Yeni-liberal düzende Sayıştay ile oynandıkça oynandı. Yasasıyla oynandı, kadrosuyla oynandı, dokusuyla oynandı. Siyasal iktidarlar oynadı, Dünya Bankası projesi oynadı. Her oynamada, bir “denetim kırılması” yaşandı, bir “rıza” gerekçesi bulundu. ANAP, başta “fonlar” olmak üzere kurduğu kimi kurum, kuruluş ya da hesapları, Sayıştay denetimi dışında tuttu. AKP iktidarında, 2010 yılında, Sayıştay Yasası tümden yenilendi işlevi, görev ve yetkileri yeniden tanımlandı. Hemen ardından, 2011 yılında üç ayrı KHK ve 2012 yılında bir Yasa değişikliği ile yeni Yasa’ya, kısa sürede dört kez el atıldı. İş o duruma geldi ki, denetimi sınırlayan ve etkinliğini azaltan son AKP oynaması, AKP Anayasası ile yenilenen Anayasa Mahkemesi’nin kısmen iptaline takıldı.

AKP’nin, Meclis ve toplum adına denetim yapan ancak Meclis’e bağlı olmayan, yeni-liberal düzenle birlikte denetimi kırıldıkça kırılan, denetlenecek kurumlarda ve denetimde kısıtlamalarla bugünlere gelen Sayıştay’a bile tahammül edemediği anlaşılıyor. Tüm el atmalara karşın, kimi raporları topluma yansıyan ve baş ağrıtan Sayıştay için şimdi öyle bir değişiklik öneriliyor ki, düzene uyumu zamanında görülemeyen, olumlu değişim geçirdiği sanılan, aslında dönüştürülen Sayıştay’ı heyecanla izleyenleri ve meslek mensuplarını bile isyan ettiriyor.

Uygunluk denetimi, kurallarla anlam kazanır. Kapitalizmin ekonomi politiği, kurallara el attığı gibi, denetimin çizgisine ve sınırına da el atar. Baskı ya da onay aracı olarak gereksinim duyduğu zamanlar dışında, denetimi susturur, hatta kovar. Yargı denetimine el atan politikanın, bağımsız Sayıştay denetimine el atmaması beklenemez. Adına denetim yaptığı parlamentoya egemen olan politika dışında bir Sayıştay’a izin verilmez.

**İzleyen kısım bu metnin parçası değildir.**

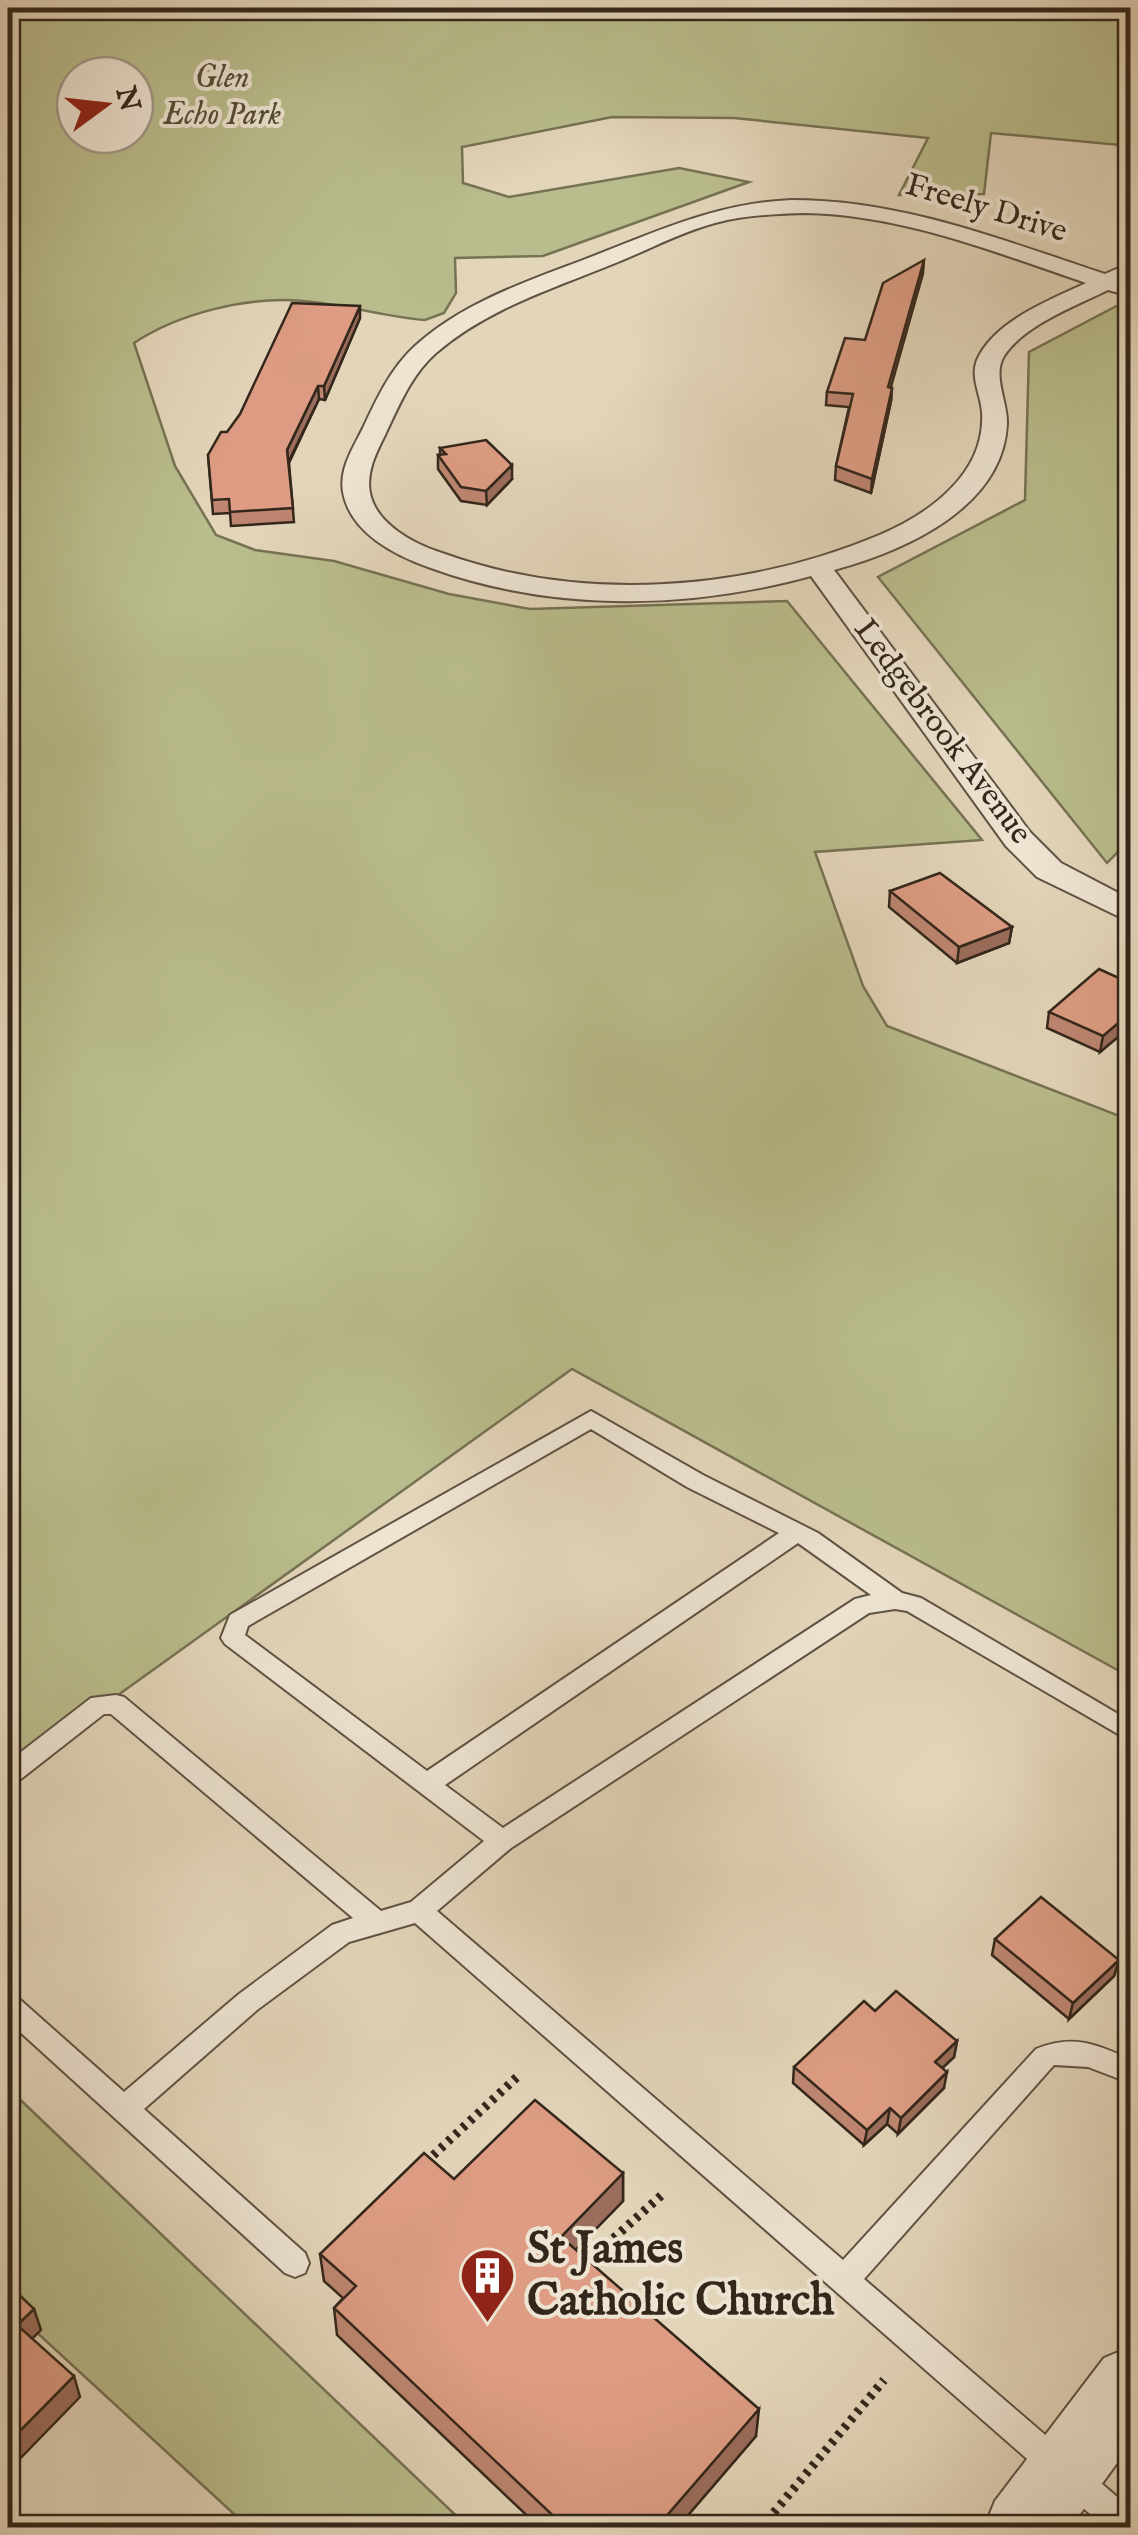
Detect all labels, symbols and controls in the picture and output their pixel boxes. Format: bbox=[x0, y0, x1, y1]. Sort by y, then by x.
north arrow bbox=[55, 55, 155, 155]
park label: Glen Echo Park bbox=[162, 58, 281, 136]
text: N bbox=[106, 82, 147, 115]
street label: Freely Drive bbox=[900, 165, 1072, 253]
street label: Ledgebrook Avenue bbox=[844, 611, 1040, 853]
place label: St James Catholic Church bbox=[527, 2221, 835, 2330]
building icon: St James Catholic Church bbox=[458, 2245, 518, 2324]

Egemen toplumsal güç olarak kapitalizm-emperyalizm bütünlüğünün varlığını sürdürebilmesi için devleti de hukuku da sarması kaçınılmaz. Devlete ve hukuka biçilen görev, her zaman egemenin isteğini “yapma” şeklinde olmayabilir. Kimi zaman da “yapmama” şeklinde olur. Tarihi boyunca, “sayışım” denetimiyle donatılan, ancak liberal düzenin koşullarına göre “benim istediğim gibi say” buyruğuna uyarlanan Sayıştay, artık “sayma-onayla” buyruğuna hazırlanıyor. Tıpkı, parlamenter demokrasinin başkanlık sistemine hazırlanması gibi, Cumhuriyet’in ve demokratik toplum düzeninin, emperyalizmin öngördüğü “otoriter” yapıya, piyasacı-gerici yaşam tarzına hazırlanması gibi…

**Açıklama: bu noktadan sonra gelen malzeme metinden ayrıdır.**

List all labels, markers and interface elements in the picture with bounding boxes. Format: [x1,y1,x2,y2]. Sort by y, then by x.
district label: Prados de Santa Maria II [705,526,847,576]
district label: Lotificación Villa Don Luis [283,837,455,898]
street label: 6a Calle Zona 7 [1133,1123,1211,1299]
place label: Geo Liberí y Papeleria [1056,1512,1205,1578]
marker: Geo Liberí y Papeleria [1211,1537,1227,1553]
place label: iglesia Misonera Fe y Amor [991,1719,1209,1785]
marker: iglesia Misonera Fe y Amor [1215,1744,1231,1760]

Politikalarına toplumsal aklın yön vermesini istemeyen siyasal iktidarlar, bu aklın kullanma sanatı olan denetime de engel olurlar. Kapitalizmin sömürü politikalarına el atılmasını istemezler. Asıl anlamı, “söz ve karar sahipliği” olan denetimi ellerinde tutmak isterler. Güçlerinin denetimini, topluma ve sınıfsal bakışa bırakmak istemezler. Onlara söylenecek ilk söz, “1 Mayıs”ın sloganıyla, “reddediyoruz” olmalıdır.